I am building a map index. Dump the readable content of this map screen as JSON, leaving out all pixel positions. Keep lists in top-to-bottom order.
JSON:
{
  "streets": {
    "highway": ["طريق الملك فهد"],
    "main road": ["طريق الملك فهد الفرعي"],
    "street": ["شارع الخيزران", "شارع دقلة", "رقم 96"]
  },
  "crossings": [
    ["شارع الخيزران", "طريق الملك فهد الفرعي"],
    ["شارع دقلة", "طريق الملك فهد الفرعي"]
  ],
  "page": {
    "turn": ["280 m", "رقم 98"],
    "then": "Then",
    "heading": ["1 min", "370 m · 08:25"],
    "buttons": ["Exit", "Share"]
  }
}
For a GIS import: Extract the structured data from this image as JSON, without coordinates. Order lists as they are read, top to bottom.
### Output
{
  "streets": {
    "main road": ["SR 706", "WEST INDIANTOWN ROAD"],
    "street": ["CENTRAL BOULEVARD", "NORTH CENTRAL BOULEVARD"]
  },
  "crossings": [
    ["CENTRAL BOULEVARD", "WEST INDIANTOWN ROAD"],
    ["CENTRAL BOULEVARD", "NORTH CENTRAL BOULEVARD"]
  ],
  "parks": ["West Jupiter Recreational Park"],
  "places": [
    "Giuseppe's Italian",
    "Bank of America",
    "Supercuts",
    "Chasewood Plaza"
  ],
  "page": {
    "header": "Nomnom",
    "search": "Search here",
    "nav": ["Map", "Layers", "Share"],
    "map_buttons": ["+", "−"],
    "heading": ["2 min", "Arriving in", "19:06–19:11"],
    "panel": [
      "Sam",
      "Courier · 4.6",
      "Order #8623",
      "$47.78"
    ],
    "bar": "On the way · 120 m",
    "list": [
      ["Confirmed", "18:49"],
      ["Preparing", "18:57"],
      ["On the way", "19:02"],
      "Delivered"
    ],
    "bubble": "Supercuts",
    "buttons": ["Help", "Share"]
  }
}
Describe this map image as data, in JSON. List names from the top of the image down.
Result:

* EXERCISE OBJECTIVE *
Type out the records again exactly, line for line.

* EXERCISE OUTPUT *
I am building a map index. Dump the readable content of this map screen as JSON, leaving out all pixel positions. Keep lists in top-to-bottom order.
JSON:
{
  "streets": {
    "highway": ["طريق الملك فهد"],
    "main road": ["طريق الملك فهد الفرعي"],
    "street": ["شارع الخيزران", "شارع دقلة", "رقم 96"]
  },
  "crossings": [
    ["شارع الخيزران", "طريق الملك فهد الفرعي"],
    ["شارع دقلة", "طريق الملك فهد الفرعي"]
  ],
  "page": {
    "turn": ["280 m", "رقم 98"],
    "then": "Then",
    "heading": ["1 min", "370 m · 08:25"],
    "buttons": ["Exit", "Share"]
  }
}
For a GIS import: Extract the structured data from this image as JSON, without coordinates. Order lists as they are read, top to bottom.
### Output
{
  "streets": {
    "main road": ["SR 706", "WEST INDIANTOWN ROAD"],
    "street": ["CENTRAL BOULEVARD", "NORTH CENTRAL BOULEVARD"]
  },
  "crossings": [
    ["CENTRAL BOULEVARD", "WEST INDIANTOWN ROAD"],
    ["CENTRAL BOULEVARD", "NORTH CENTRAL BOULEVARD"]
  ],
  "parks": ["West Jupiter Recreational Park"],
  "places": [
    "Giuseppe's Italian",
    "Bank of America",
    "Supercuts",
    "Chasewood Plaza"
  ],
  "page": {
    "header": "Nomnom",
    "search": "Search here",
    "nav": ["Map", "Layers", "Share"],
    "map_buttons": ["+", "−"],
    "heading": ["2 min", "Arriving in", "19:06–19:11"],
    "panel": [
      "Sam",
      "Courier · 4.6",
      "Order #8623",
      "$47.78"
    ],
    "bar": "On the way · 120 m",
    "list": [
      ["Confirmed", "18:49"],
      ["Preparing", "18:57"],
      ["On the way", "19:02"],
      "Delivered"
    ],
    "bubble": "Supercuts",
    "buttons": ["Help", "Share"]
  }
}
Describe this map image as data, in JSON. List names from the top of the image down.
Result:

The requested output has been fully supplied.